Sommer 2014, der 1. FC Nürnberg war soeben aus der Bundesliga abgestiegen, die letzten Ratten Spieler verließen das sinkende Schiff den Valznerweiher, ein noch nie dagewesener Umbruch deutete sich an. Dem frisch verpflichteten Trainer Valérien Ismaël und Wolfgang Wolf auf dem neu geschaffenen Posten des Leiters Fußballabteilung oblag es, ein neues Team zu formen, das möglichst den sofortigen Wiederaufstieg in Angriff nehmen sollte. Jeder rechnete damit, dass man den damals 35jährigen Raphael Schäfer ins zweite Glied schieben und den jungen Patrick Rakovsky zum neuen Stammtorhüter aufbauen wird.

Doch es folgte der bekannte Katastrophenstart mit der 1:5 Niederlage in der Westvorstadt als Höhepunkt. Kurz vor dem Heimspiel gegen den 1. FC Kaiserslautern wurde als interne Maßnahme Raphael Schäfer zur Keeper Nummer 3 degradiert, Rakovsky zur Nummer 1 befördert, angeblich nicht allein durch Ismaël, da soll auch Martin Bader seine Finger im Spiel gehabt haben.
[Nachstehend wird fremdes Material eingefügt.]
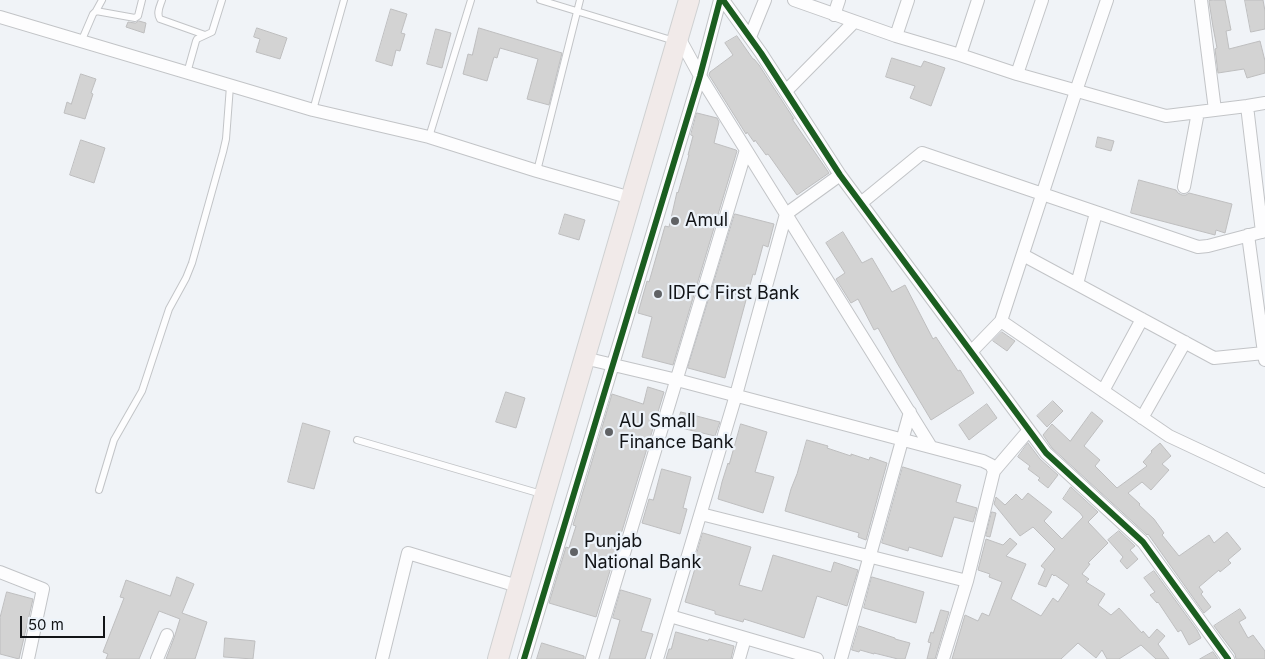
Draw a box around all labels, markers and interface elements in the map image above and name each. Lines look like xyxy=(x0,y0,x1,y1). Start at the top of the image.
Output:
place label: Amul xyxy=(685,210,728,232)
marker: Amul xyxy=(669,215,681,227)
place label: IDFC First Bank xyxy=(668,283,799,305)
marker: IDFC First Bank xyxy=(652,288,664,300)
place label: AU Small Finance Bank xyxy=(619,411,734,454)
marker: AU Small Finance Bank xyxy=(603,426,615,438)
place label: Punjab National Bank xyxy=(584,531,701,574)
marker: Punjab National Bank xyxy=(568,546,580,558)
scale bar xyxy=(22,606,108,638)
text: 50 m xyxy=(28,615,64,634)

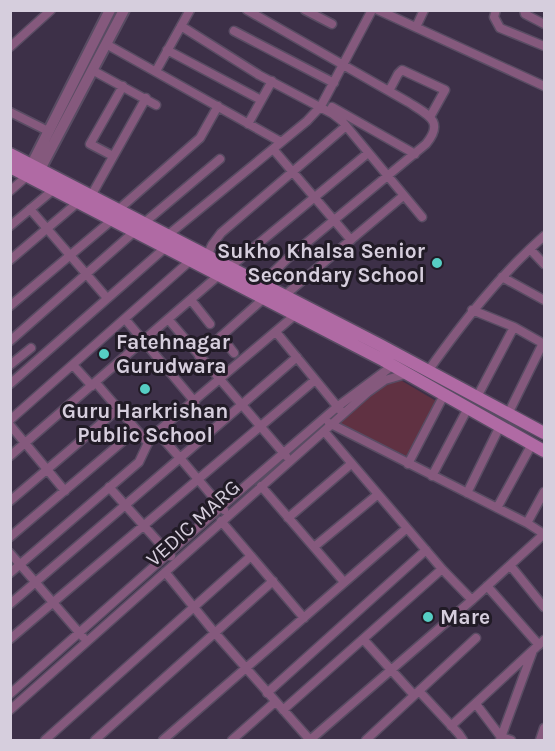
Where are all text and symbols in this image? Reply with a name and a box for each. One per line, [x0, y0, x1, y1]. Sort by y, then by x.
place label: Sukho Khalsa Senior Secondary School [217, 239, 426, 287]
marker: Sukho Khalsa Senior Secondary School [430, 256, 444, 270]
place label: Fatehnagar Gurudwara [116, 330, 231, 378]
marker: Fatehnagar Gurudwara [97, 347, 111, 361]
marker: Guru Harkrishan Public School [138, 382, 152, 396]
place label: Guru Harkrishan Public School [62, 399, 228, 447]
street label: VEDIC MARG [141, 475, 245, 571]
place label: Mare [440, 605, 490, 629]
marker: Mare [421, 610, 435, 624]

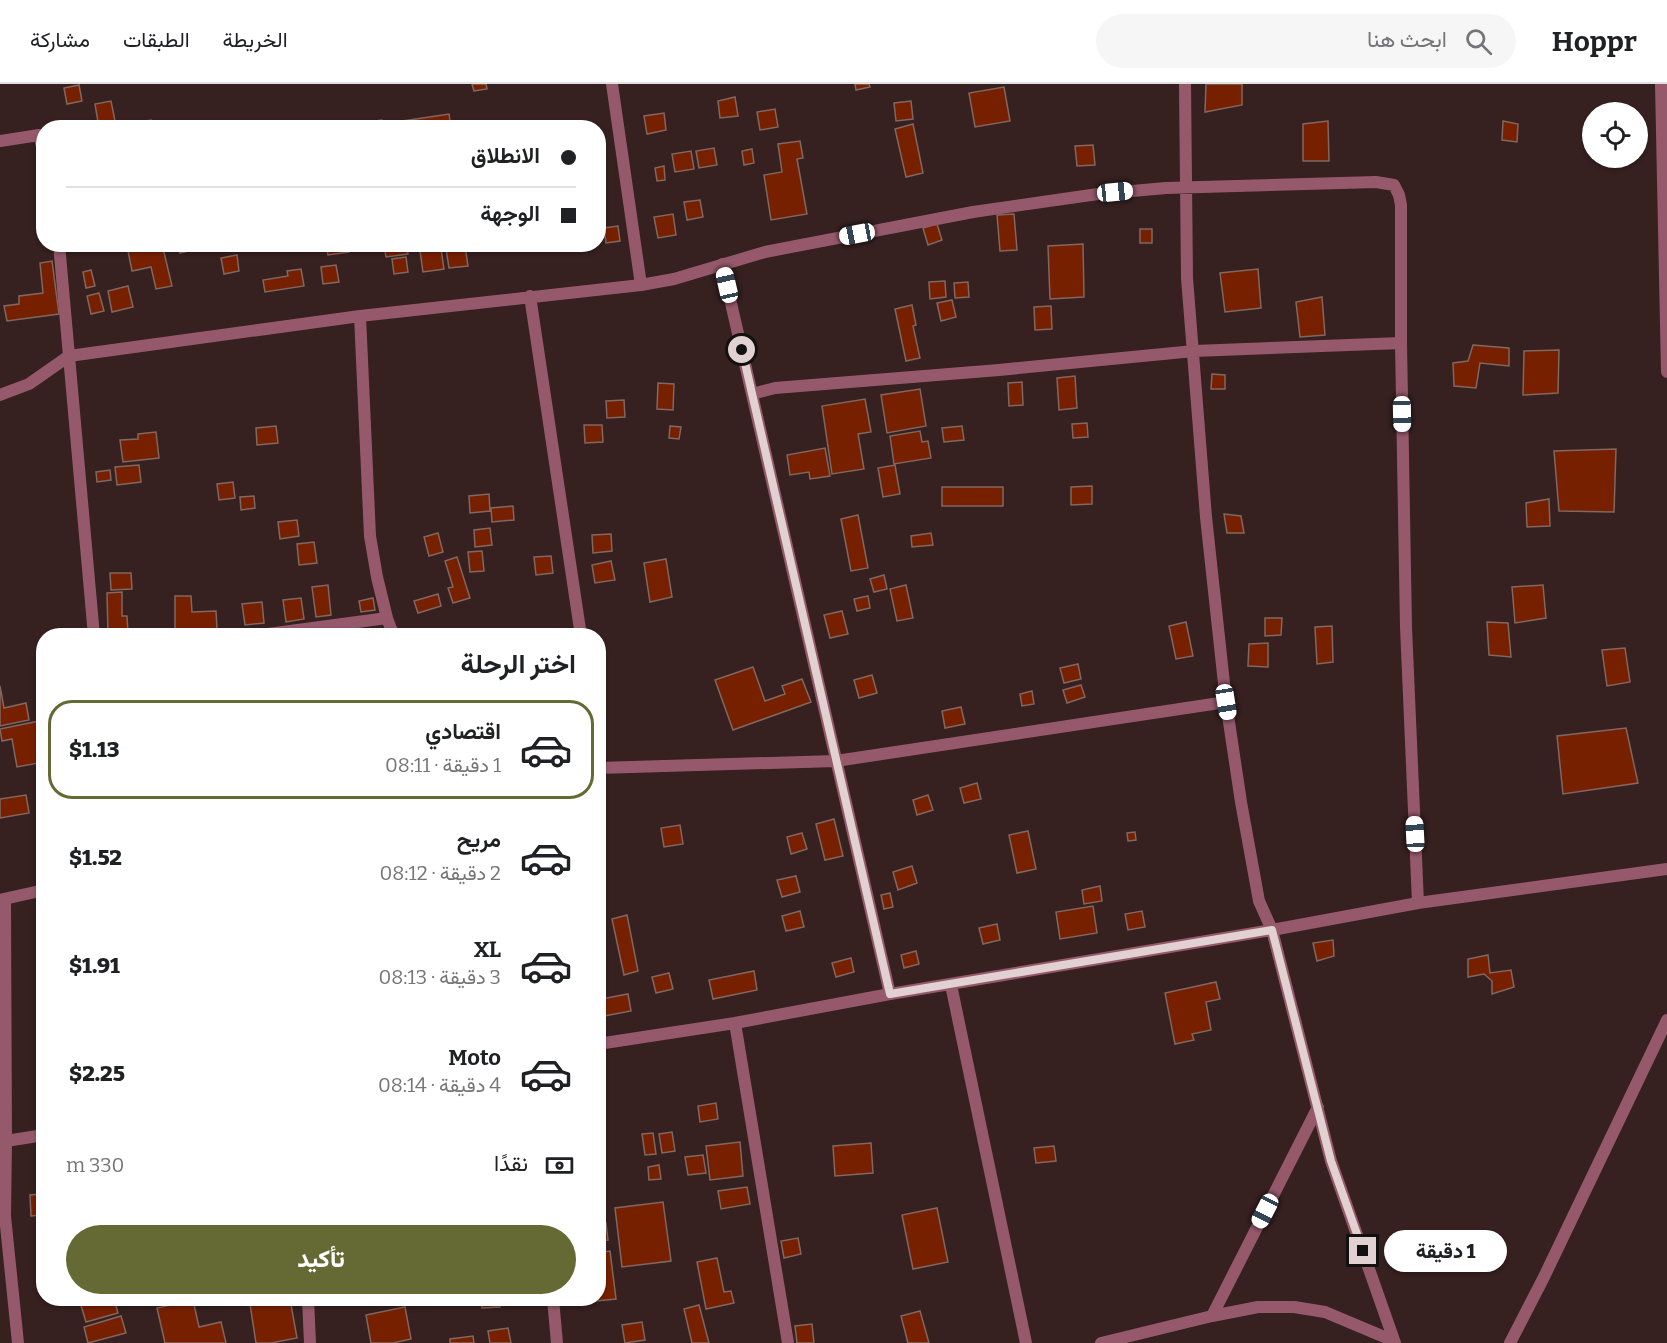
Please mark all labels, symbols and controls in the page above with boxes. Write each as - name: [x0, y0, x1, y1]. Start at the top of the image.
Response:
- search box: [1096, 14, 1516, 68]
- icon: search: [1462, 25, 1495, 58]
- text: Hoppr: [1552, 25, 1637, 58]
- text: ابحث هنا: [1367, 26, 1447, 53]
- text: مشاركة: [30, 27, 90, 53]
- text: الطبقات: [123, 27, 190, 53]
- text: الخريطة: [223, 27, 288, 53]
- map controls: [1582, 102, 1648, 168]
- button: locate: [1582, 102, 1648, 168]
- text: الانطلاق: [471, 142, 540, 169]
- car: [1096, 181, 1134, 203]
- text: الوجهة: [480, 200, 540, 227]
- car: [838, 222, 876, 246]
- car: [714, 265, 740, 305]
- route start: [728, 336, 755, 363]
- car: [1393, 396, 1411, 432]
- text: اختر الرحلة: [460, 648, 576, 680]
- car: [1214, 683, 1238, 721]
- text: اقتصادي: [425, 718, 501, 745]
- icon: car: [519, 723, 573, 777]
- text: $1.13: [69, 736, 120, 763]
- text: 1 دقيقة · 08:11: [385, 753, 501, 777]
- car: [1405, 816, 1425, 852]
- text: مريح: [457, 826, 501, 853]
- icon: car: [519, 831, 573, 885]
- text: $1.52: [69, 844, 122, 871]
- text: 2 دقيقة · 08:12: [380, 861, 501, 885]
- text: XL: [474, 936, 501, 963]
- icon: car: [519, 939, 573, 993]
- text: $1.91: [69, 952, 120, 979]
- text: 3 دقيقة · 08:13: [378, 965, 501, 989]
- text: Moto: [448, 1044, 501, 1071]
- icon: car: [519, 1047, 573, 1101]
- text: $2.25: [69, 1060, 125, 1087]
- text: 4 دقيقة · 08:14: [378, 1073, 501, 1097]
- icon: cash: [543, 1149, 576, 1182]
- text: نقدًا: [494, 1150, 528, 1177]
- text: 330 m: [66, 1153, 124, 1177]
- car: [1249, 1191, 1281, 1231]
- button: تأكيد: [66, 1225, 576, 1294]
- callout: 1 دقيقة: [1384, 1230, 1507, 1272]
- route end: [1349, 1237, 1376, 1264]
- text: 1 دقيقة: [1416, 1239, 1475, 1263]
Dies konnte den Trainer zwar auch nicht mehr retten, jedoch setzte auch der neue Coach René Weiler erst einmal auf die Dienste von Rakovsky, holte aber Schäfer wieder als Nummer 2 in den Kader zurück. Nach diversen Fehlern in der Rückrunde, ich erinnere an das Heimspiel gegen Heidenheim und das Auswärtsspiel auf dem Betzenberg, stand dann ab dem 26. Spieltag wieder Raphael Schäfer im Kasten, Rakovsky wurde der Posten als neuer Stammkeeper nicht mehr zugetraut.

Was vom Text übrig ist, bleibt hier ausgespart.